[op5-users] Me trying to test Merlin and Ninja
Mattias Ryrlén
mattias.ryrlen at op5.com
Thu Jul 30 14:01:14 CEST 2009
On Thu, Jul 30, 2009 at 12:13 PM, Johannes Dagemark<jd at op5.com> wrote:
> Hi Mathieu
>
> Thanks for your extensive testing and feedback, it's really appreciated.
>
> Andreas is on vacation and back on Tuesday next week, but I'm going to
> answer on the parts I can answer on.
>
> The distributed stuff is very limited in Merlin right now, we have been
> focusing on the status info -> db parts since it's needed for Ninja to work.
>
> Non the less, all the issues you posted is a great compilation of merlin
> problems, I have posted them to our mantis bugtracker which basically
> mean that sooner or later we will take action on them. Also I now really
> have to focus on making our mantis installation available for the public
> to make it easier to follow the progress :)
>
> Mathieu Gagné wrote:
>> Hi,
>>
>> This message is kind of a follow-up on my first message on Nagios-devel:
>> "My impression about Merlin and Ninja".
>>
>> I tried several kind of setups:
>>
>> 1) NOC + Poller (on same server)
>> - Everything on the same server: NOC + Poller
>> - All hosts/services definitions on the same server
>>
>> 2) NOC + Poller
>> - Identical hosts/services definitions on all servers. (NOC + Poller)
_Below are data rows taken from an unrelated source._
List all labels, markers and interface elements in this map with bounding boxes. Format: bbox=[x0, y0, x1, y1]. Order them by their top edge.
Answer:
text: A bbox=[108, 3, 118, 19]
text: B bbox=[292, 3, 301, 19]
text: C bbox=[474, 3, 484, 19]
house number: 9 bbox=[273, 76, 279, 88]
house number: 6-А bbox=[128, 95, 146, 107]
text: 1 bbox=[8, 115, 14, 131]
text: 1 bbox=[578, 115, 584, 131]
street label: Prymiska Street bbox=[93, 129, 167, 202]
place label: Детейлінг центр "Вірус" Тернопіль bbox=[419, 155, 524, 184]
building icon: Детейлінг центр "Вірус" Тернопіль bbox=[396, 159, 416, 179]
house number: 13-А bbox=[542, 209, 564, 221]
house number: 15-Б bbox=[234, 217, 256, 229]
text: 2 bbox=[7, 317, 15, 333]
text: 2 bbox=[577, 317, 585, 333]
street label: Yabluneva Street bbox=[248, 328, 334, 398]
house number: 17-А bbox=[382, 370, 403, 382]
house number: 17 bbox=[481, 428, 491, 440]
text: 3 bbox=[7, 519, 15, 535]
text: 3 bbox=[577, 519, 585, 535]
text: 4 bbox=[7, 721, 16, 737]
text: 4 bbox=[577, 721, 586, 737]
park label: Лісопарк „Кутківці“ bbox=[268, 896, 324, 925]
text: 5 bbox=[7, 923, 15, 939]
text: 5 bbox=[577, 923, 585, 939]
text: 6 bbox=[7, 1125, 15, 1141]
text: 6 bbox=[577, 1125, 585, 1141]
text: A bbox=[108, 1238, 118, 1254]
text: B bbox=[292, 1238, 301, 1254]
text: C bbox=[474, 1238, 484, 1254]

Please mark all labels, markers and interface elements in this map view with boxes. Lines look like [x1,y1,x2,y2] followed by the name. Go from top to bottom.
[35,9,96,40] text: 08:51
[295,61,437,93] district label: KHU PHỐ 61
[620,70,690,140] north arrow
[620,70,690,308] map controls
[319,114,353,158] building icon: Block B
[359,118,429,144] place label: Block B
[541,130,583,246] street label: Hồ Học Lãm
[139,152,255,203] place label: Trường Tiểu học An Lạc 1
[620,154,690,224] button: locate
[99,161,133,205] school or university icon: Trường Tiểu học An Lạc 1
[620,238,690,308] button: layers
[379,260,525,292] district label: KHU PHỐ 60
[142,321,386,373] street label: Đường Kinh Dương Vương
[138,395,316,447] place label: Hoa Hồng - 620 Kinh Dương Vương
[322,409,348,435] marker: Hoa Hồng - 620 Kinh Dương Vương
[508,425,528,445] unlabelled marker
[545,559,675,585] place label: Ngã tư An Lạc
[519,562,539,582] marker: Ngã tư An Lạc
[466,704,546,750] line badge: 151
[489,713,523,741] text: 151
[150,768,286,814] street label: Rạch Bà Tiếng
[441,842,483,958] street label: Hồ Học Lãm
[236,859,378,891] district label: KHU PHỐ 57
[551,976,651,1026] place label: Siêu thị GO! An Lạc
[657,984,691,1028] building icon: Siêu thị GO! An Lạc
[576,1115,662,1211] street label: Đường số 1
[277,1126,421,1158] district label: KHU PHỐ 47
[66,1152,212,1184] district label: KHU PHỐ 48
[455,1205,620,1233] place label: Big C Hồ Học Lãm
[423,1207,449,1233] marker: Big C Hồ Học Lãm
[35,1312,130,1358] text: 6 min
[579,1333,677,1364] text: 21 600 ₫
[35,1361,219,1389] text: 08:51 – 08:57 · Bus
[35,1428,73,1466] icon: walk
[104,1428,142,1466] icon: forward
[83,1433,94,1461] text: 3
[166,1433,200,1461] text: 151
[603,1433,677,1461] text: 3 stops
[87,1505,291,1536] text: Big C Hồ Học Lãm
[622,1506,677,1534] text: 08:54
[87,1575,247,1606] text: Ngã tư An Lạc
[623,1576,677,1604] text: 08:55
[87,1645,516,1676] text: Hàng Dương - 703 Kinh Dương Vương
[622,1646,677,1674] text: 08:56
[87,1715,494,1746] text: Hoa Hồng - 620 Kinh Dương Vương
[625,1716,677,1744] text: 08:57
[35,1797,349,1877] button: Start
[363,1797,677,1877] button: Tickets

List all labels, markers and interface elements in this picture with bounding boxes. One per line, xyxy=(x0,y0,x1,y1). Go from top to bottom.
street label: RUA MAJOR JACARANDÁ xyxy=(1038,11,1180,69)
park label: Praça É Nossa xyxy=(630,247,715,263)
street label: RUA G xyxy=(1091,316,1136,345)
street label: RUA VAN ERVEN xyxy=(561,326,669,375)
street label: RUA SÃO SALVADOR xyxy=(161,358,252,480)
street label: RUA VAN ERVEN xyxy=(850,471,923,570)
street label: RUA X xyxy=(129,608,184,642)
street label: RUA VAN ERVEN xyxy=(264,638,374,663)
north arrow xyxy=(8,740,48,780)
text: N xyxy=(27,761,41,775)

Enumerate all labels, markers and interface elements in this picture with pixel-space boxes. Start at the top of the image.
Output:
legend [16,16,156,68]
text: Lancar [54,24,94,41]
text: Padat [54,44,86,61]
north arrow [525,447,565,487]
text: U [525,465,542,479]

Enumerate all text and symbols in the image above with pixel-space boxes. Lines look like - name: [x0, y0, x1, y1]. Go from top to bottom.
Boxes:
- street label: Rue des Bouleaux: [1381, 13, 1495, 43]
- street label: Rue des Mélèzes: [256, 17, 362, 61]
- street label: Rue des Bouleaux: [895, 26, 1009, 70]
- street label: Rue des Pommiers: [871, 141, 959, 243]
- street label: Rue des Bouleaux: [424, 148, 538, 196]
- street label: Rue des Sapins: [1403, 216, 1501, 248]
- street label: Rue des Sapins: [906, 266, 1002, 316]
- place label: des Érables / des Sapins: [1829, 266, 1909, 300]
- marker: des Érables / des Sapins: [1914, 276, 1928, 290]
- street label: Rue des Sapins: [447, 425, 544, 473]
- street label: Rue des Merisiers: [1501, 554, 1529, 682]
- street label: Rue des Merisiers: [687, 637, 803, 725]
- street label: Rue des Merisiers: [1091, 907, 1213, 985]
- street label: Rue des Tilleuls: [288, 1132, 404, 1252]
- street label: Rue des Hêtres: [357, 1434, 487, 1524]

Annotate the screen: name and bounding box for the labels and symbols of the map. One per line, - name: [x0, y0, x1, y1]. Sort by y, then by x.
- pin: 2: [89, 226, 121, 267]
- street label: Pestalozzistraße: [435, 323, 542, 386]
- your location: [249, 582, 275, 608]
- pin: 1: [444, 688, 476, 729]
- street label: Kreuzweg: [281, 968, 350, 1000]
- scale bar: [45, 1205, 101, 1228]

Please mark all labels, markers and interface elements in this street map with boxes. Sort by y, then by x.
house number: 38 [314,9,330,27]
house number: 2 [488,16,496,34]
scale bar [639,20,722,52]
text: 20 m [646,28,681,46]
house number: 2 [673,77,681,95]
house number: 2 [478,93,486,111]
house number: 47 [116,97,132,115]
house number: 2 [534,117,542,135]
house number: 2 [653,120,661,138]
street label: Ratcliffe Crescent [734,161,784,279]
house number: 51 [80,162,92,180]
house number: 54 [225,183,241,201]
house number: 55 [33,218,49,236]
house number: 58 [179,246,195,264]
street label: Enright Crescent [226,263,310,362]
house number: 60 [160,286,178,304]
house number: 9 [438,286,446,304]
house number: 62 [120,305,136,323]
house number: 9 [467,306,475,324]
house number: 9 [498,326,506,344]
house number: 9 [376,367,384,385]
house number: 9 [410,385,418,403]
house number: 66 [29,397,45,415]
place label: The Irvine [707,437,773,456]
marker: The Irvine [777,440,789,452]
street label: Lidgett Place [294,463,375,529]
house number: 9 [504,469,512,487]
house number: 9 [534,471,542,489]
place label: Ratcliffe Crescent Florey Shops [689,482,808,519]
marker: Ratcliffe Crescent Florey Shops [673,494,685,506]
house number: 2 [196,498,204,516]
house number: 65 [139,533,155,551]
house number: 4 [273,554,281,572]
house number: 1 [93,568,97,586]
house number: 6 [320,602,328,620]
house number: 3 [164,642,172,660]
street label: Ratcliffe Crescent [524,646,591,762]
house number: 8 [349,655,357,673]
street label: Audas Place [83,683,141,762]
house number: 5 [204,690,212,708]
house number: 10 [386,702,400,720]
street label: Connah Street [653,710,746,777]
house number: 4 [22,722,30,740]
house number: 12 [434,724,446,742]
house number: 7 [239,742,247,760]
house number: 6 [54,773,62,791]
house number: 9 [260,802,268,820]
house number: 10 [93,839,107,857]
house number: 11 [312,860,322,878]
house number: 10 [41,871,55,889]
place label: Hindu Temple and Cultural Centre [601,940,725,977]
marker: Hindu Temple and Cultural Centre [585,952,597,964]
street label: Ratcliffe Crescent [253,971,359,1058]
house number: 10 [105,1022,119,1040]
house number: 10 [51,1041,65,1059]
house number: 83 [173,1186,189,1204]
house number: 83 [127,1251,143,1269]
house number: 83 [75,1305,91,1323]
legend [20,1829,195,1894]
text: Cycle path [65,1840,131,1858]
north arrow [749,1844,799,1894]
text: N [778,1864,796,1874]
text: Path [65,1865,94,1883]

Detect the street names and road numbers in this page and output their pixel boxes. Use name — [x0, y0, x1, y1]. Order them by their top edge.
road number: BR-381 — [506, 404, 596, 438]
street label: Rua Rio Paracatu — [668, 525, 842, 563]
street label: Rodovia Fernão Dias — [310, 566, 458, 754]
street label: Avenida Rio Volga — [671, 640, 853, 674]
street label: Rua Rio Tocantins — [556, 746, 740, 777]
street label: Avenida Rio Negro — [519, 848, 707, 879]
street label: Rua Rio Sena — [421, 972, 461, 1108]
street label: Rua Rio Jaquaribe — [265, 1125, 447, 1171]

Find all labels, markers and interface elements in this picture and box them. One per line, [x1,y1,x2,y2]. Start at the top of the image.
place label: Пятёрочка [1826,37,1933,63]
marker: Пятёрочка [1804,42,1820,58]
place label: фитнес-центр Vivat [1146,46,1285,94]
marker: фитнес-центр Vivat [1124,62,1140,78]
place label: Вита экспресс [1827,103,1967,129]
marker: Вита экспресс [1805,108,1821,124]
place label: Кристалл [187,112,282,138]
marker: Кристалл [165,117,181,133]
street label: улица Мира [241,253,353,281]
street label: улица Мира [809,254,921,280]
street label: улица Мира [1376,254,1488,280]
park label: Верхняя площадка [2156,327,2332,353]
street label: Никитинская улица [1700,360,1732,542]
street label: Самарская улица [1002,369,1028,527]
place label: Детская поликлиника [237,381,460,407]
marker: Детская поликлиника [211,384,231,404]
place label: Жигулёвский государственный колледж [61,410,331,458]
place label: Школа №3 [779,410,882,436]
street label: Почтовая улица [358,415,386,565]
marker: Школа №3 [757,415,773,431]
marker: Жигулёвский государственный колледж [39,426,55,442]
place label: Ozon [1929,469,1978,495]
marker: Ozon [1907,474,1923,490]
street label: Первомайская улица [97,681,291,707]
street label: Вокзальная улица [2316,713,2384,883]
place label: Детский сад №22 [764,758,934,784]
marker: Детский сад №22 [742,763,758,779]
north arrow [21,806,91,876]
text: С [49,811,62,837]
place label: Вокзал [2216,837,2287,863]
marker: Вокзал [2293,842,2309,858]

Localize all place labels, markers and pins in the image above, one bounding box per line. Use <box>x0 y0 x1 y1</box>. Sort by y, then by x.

>> - With a hostgroup telling which hosts the poller is responsible of.
>>
>> 3) NOC + 2 x Pollers (independant)
>> - NOC has all hosts/services definitions
>> - Pollers have only hosts/services definitions they are responsible of.
>> - Hosts are organized in 2 hostgroups, one for each Poller. Hostgroups
>> are configured on the NOC and both Pollers.
>>
>> 4) NOC + 2 x Pollers (independant) and one Poller having a Peer
>> - NOC has all hosts/services definitions
>> - Pollers have only hosts/services definitions they are responsible of.
>> - Hosts are organized in 2 hostgroups, one for each Poller/Peer.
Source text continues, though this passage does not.